Emmanuel Levinas l’interprète
ainsi :
On peut à la rigueur pardonner à celui qui a
parlé sans conscience. Mais il est très difficile de pardonner à Rav qui était
pleinement conscient et promis à une grande destinée, prophétiquement révélée à
son maître.
Et Levinas
d’enchaîner brutalement ainsi : On
peut pardonner à beaucoup d’Allemands, mais il y a des Allemands à qui il est
difficile de pardonner. Il est difficile de pardonner à Heidegger (…). »
C’est évident, je réessayerai encore, m’espérant
capable de meilleurs développements ou variations autour de cet axe : responsabilité / conscience / pardon.
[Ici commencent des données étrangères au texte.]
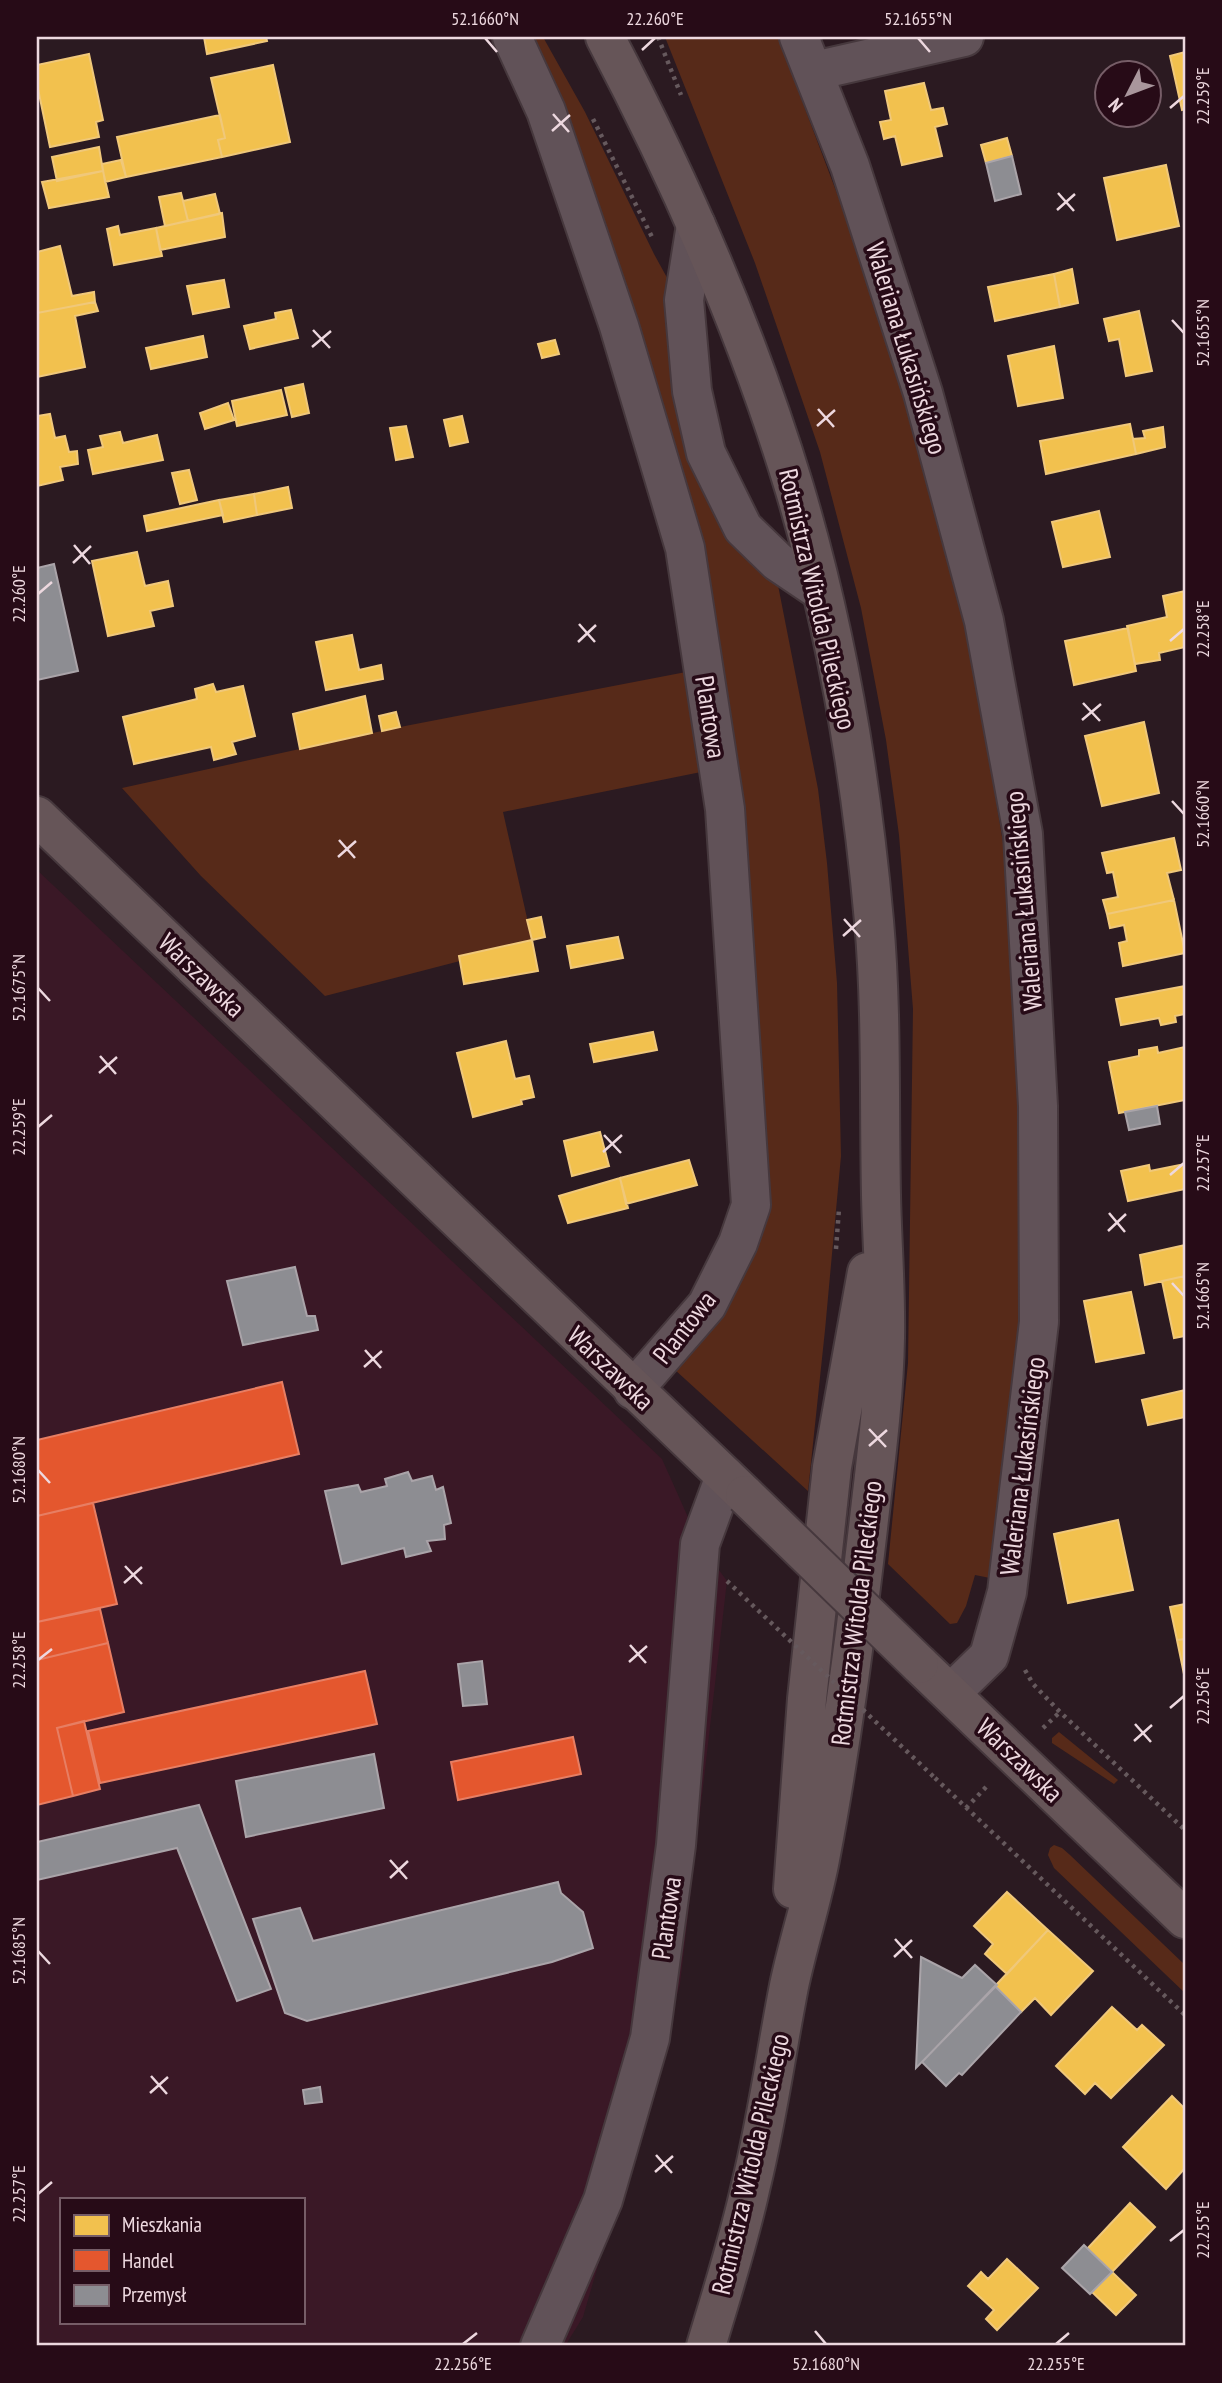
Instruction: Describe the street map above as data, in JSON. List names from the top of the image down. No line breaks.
{"streets":{"main road":["Rotmistrza Witolda Pileckiego","Warszawska"],"street":["Waleriana Łukasińskiego","Plantowa"]},"crossings":[["Waleriana Łukasińskiego","Warszawska"],["Plantowa","Warszawska"]],"legend":["Mieszkania","Handel","Przemysł"],"north":"bottom left","coordinates":["52.1660°N","22.260°E","52.1655°N","22.259°E","22.258°E","52.1675°N","22.257°E","52.1665°N","52.1680°N","22.256°E","52.1685°N","22.255°E"]}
Voici maintenant l’anecdote.
Si
j’étais soulagée que ma note ne fût pas encore commentée quand je l’ai retirée,
j’ignorais complètement qu’elle le serait ailleurs en son absence même. Par un
blogueur sans blog qui me suit, - moi et deux, trois autres -, au plus près de
ses projections à lui, sur un de ses blogs de prédilection où il n’est jamais
contesté, et où il peut alimenter son fonds de commerce réactif.
Dans un
des fragments de cette note, - et là aussi je n’en étais pas satisfaite -, j’avais
souhaité convoquer une des pensées à propos du contraire le plus en adéquation à
la responsabilité individuelle, à savoir la mauvaise
foi. Or, à mes yeux, s’il y a un auteur qui en aura parlé le plus finement,
c’est bien Sartre dans L’être et le néant.
Mais
il se fait que je ne me sens pas du tout en accord parfait avec Sartre, que je
considère qu’il a commis des erreurs de jugement, particulièrement injustes et regrettables
vis-à-vis d’Albert Camus, voire aussi des fautes politiques.
Ces
bémols importants, je les inscris en début du paragraphe, mais sans penser qu’un
blogueur qui systématiquement me lit au minimum de façon approximative et selon
le canevas de ses projections caricaturales à mon sujet, allait comprendre
carrément le contraire de ce que j’avais écrit. Notez, ce n’est pas ni la
première fois ni la dernière sans doute.
Bref,
quelle ne fut pas ma surprise quand sur un autre blog, je suis tombée sur ceci :
« J’ai même lu des choses étonnantes sur un blog dont la
note curieusement a disparu, à savoir que Camus avait eu grand tort
"d’attaquer" Sartre sur le concept de la responsabilité individuelle
développée par l’existentialisme. C’est est évidemment faux ! »
Cela aura même donné
lieu à un bref échange d’accord parfait entre la propriétaire du blog et son amical
commentateur. Au point que, cela finisse en hystérie avec des guillemets qui me
citeraient in extenso :
« Celle
qui a écrit "qu’il {Camus} a eu grand-tort
de s’en prendre à Sartre" en inversant les rôles, est dans une logique de
soumission , en effet ,pour des raisons à jamais partisanes à partir d’un
discours, toujours le même, simplificateur où est mis en avant, le conflit I/P,
le colonialisme, l’esclavage etc., pour justifier des régressions en marche qui
tournent le dos à des valeurs universelles. »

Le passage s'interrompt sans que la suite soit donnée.